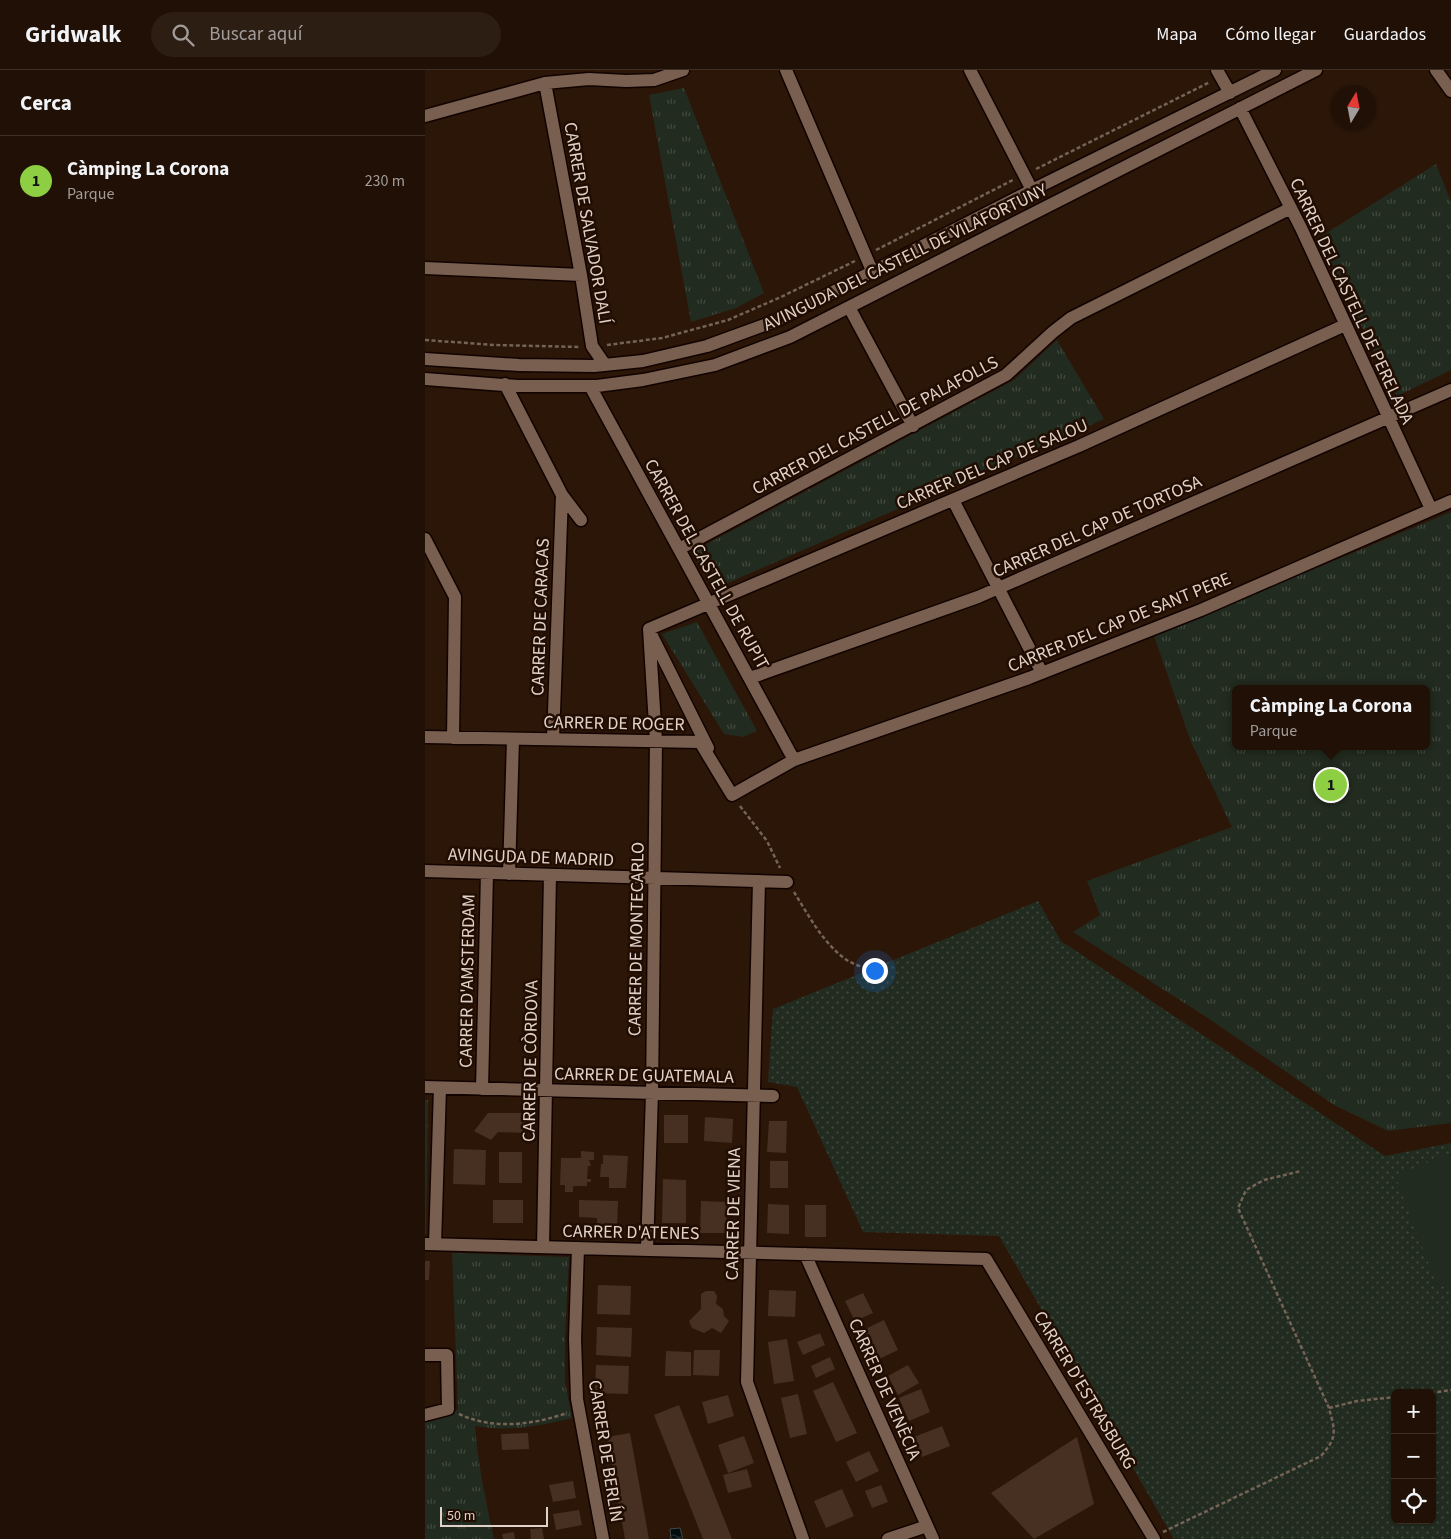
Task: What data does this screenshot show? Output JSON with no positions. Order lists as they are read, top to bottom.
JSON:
{
  "streets": {
    "street": [
      "CARRER DE SALVADOR DALÍ",
      "AVINGUDA DEL CASTELL DE VILAFORTUNY",
      "CARRER DEL CASTELL DE PERELADA",
      "CARRER DEL CASTELL DE PALAFOLLS",
      "CARRER DEL CAP DE SALOU",
      "CARRER DEL CAP DE TORTOSA",
      "CARRER DEL CASTELL DE RUPIT",
      "CARRER DE CARACAS",
      "CARRER DEL CAP DE SANT PERE",
      "CARRER DE ROGER",
      "AVINGUDA DE MADRID",
      "CARRER DE MONTECARLO",
      "CARRER D'AMSTERDAM",
      "CARRER DE CÒRDOVA",
      "CARRER DE GUATEMALA",
      "CARRER DE VIENA",
      "CARRER D'ATENES",
      "CARRER DE VENÈCIA",
      "CARRER D'ESTRASBURG",
      "CARRER DE BERLÍN"
    ]
  },
  "crossings": [
    ["CARRER DE SALVADOR DALÍ", "AVINGUDA DEL CASTELL DE VILAFORTUNY"],
    ["AVINGUDA DEL CASTELL DE VILAFORTUNY", "CARRER DEL CASTELL DE PERELADA"],
    ["AVINGUDA DEL CASTELL DE VILAFORTUNY", "CARRER DEL CASTELL DE RUPIT"],
    ["CARRER DEL CASTELL DE PERELADA", "CARRER DEL CASTELL DE PALAFOLLS"],
    ["CARRER DEL CASTELL DE PERELADA", "CARRER DEL CAP DE SALOU"],
    ["CARRER DEL CASTELL DE PERELADA", "CARRER DEL CAP DE TORTOSA"],
    ["CARRER DEL CASTELL DE PERELADA", "CARRER DEL CAP DE SANT PERE"],
    ["CARRER DEL CASTELL DE PALAFOLLS", "CARRER DEL CASTELL DE RUPIT"],
    ["CARRER DEL CAP DE SALOU", "CARRER DEL CASTELL DE RUPIT"],
    ["CARRER DEL CAP DE SALOU", "CARRER DE MONTECARLO"],
    ["CARRER DEL CAP DE TORTOSA", "CARRER DEL CASTELL DE RUPIT"],
    ["CARRER DEL CASTELL DE RUPIT", "CARRER DEL CAP DE SANT PERE"],
    ["CARRER DE CARACAS", "CARRER DE ROGER"],
    ["CARRER DE ROGER", "CARRER DE MONTECARLO"],
    ["AVINGUDA DE MADRID", "CARRER DE MONTECARLO"],
    ["AVINGUDA DE MADRID", "CARRER D'AMSTERDAM"],
    ["AVINGUDA DE MADRID", "CARRER DE CÒRDOVA"],
    ["AVINGUDA DE MADRID", "CARRER DE VIENA"],
    ["CARRER DE MONTECARLO", "CARRER DE GUATEMALA"],
    ["CARRER DE MONTECARLO", "CARRER D'ATENES"],
    ["CARRER D'AMSTERDAM", "CARRER DE GUATEMALA"],
    ["CARRER DE CÒRDOVA", "CARRER DE GUATEMALA"],
    ["CARRER DE CÒRDOVA", "CARRER D'ATENES"],
    ["CARRER DE GUATEMALA", "CARRER DE VIENA"],
    ["CARRER DE VIENA", "CARRER D'ATENES"],
    ["CARRER D'ATENES", "CARRER DE VENÈCIA"],
    ["CARRER D'ATENES", "CARRER D'ESTRASBURG"],
    ["CARRER D'ATENES", "CARRER DE BERLÍN"]
  ],
  "scale_bar": "50 m",
  "north": "top",
  "page": {
    "header": "Gridwalk",
    "search": "Buscar aquí",
    "nav": ["Mapa", "Cómo llegar", "Guardados"],
    "heading": "Cerca",
    "list": [
      {
        "mark": "1",
        "name": "Càmping La Corona",
        "note": "Parque",
        "value": "230 m"
      }
    ],
    "popup": ["Càmping La Corona", "Parque"],
    "pins": "1",
    "map_buttons": ["+", "−"],
    "scale": "50 m"
  }
}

------------------------------------

Prompt:
Set down each entry above exactly as it appears. Omit the pictures.

Task response:
Task: What data does this screenshot show? Output JSON with no positions. Order lists as they are read, top to bottom.
JSON:
{
  "streets": {
    "street": [
      "CARRER DE SALVADOR DALÍ",
      "AVINGUDA DEL CASTELL DE VILAFORTUNY",
      "CARRER DEL CASTELL DE PERELADA",
      "CARRER DEL CASTELL DE PALAFOLLS",
      "CARRER DEL CAP DE SALOU",
      "CARRER DEL CAP DE TORTOSA",
      "CARRER DEL CASTELL DE RUPIT",
      "CARRER DE CARACAS",
      "CARRER DEL CAP DE SANT PERE",
      "CARRER DE ROGER",
      "AVINGUDA DE MADRID",
      "CARRER DE MONTECARLO",
      "CARRER D'AMSTERDAM",
      "CARRER DE CÒRDOVA",
      "CARRER DE GUATEMALA",
      "CARRER DE VIENA",
      "CARRER D'ATENES",
      "CARRER DE VENÈCIA",
      "CARRER D'ESTRASBURG",
      "CARRER DE BERLÍN"
    ]
  },
  "crossings": [
    ["CARRER DE SALVADOR DALÍ", "AVINGUDA DEL CASTELL DE VILAFORTUNY"],
    ["AVINGUDA DEL CASTELL DE VILAFORTUNY", "CARRER DEL CASTELL DE PERELADA"],
    ["AVINGUDA DEL CASTELL DE VILAFORTUNY", "CARRER DEL CASTELL DE RUPIT"],
    ["CARRER DEL CASTELL DE PERELADA", "CARRER DEL CASTELL DE PALAFOLLS"],
    ["CARRER DEL CASTELL DE PERELADA", "CARRER DEL CAP DE SALOU"],
    ["CARRER DEL CASTELL DE PERELADA", "CARRER DEL CAP DE TORTOSA"],
    ["CARRER DEL CASTELL DE PERELADA", "CARRER DEL CAP DE SANT PERE"],
    ["CARRER DEL CASTELL DE PALAFOLLS", "CARRER DEL CASTELL DE RUPIT"],
    ["CARRER DEL CAP DE SALOU", "CARRER DEL CASTELL DE RUPIT"],
    ["CARRER DEL CAP DE SALOU", "CARRER DE MONTECARLO"],
    ["CARRER DEL CAP DE TORTOSA", "CARRER DEL CASTELL DE RUPIT"],
    ["CARRER DEL CASTELL DE RUPIT", "CARRER DEL CAP DE SANT PERE"],
    ["CARRER DE CARACAS", "CARRER DE ROGER"],
    ["CARRER DE ROGER", "CARRER DE MONTECARLO"],
    ["AVINGUDA DE MADRID", "CARRER DE MONTECARLO"],
    ["AVINGUDA DE MADRID", "CARRER D'AMSTERDAM"],
    ["AVINGUDA DE MADRID", "CARRER DE CÒRDOVA"],
    ["AVINGUDA DE MADRID", "CARRER DE VIENA"],
    ["CARRER DE MONTECARLO", "CARRER DE GUATEMALA"],
    ["CARRER DE MONTECARLO", "CARRER D'ATENES"],
    ["CARRER D'AMSTERDAM", "CARRER DE GUATEMALA"],
    ["CARRER DE CÒRDOVA", "CARRER DE GUATEMALA"],
    ["CARRER DE CÒRDOVA", "CARRER D'ATENES"],
    ["CARRER DE GUATEMALA", "CARRER DE VIENA"],
    ["CARRER DE VIENA", "CARRER D'ATENES"],
    ["CARRER D'ATENES", "CARRER DE VENÈCIA"],
    ["CARRER D'ATENES", "CARRER D'ESTRASBURG"],
    ["CARRER D'ATENES", "CARRER DE BERLÍN"]
  ],
  "scale_bar": "50 m",
  "north": "top",
  "page": {
    "header": "Gridwalk",
    "search": "Buscar aquí",
    "nav": ["Mapa", "Cómo llegar", "Guardados"],
    "heading": "Cerca",
    "list": [
      {
        "mark": "1",
        "name": "Càmping La Corona",
        "note": "Parque",
        "value": "230 m"
      }
    ],
    "popup": ["Càmping La Corona", "Parque"],
    "pins": "1",
    "map_buttons": ["+", "−"],
    "scale": "50 m"
  }
}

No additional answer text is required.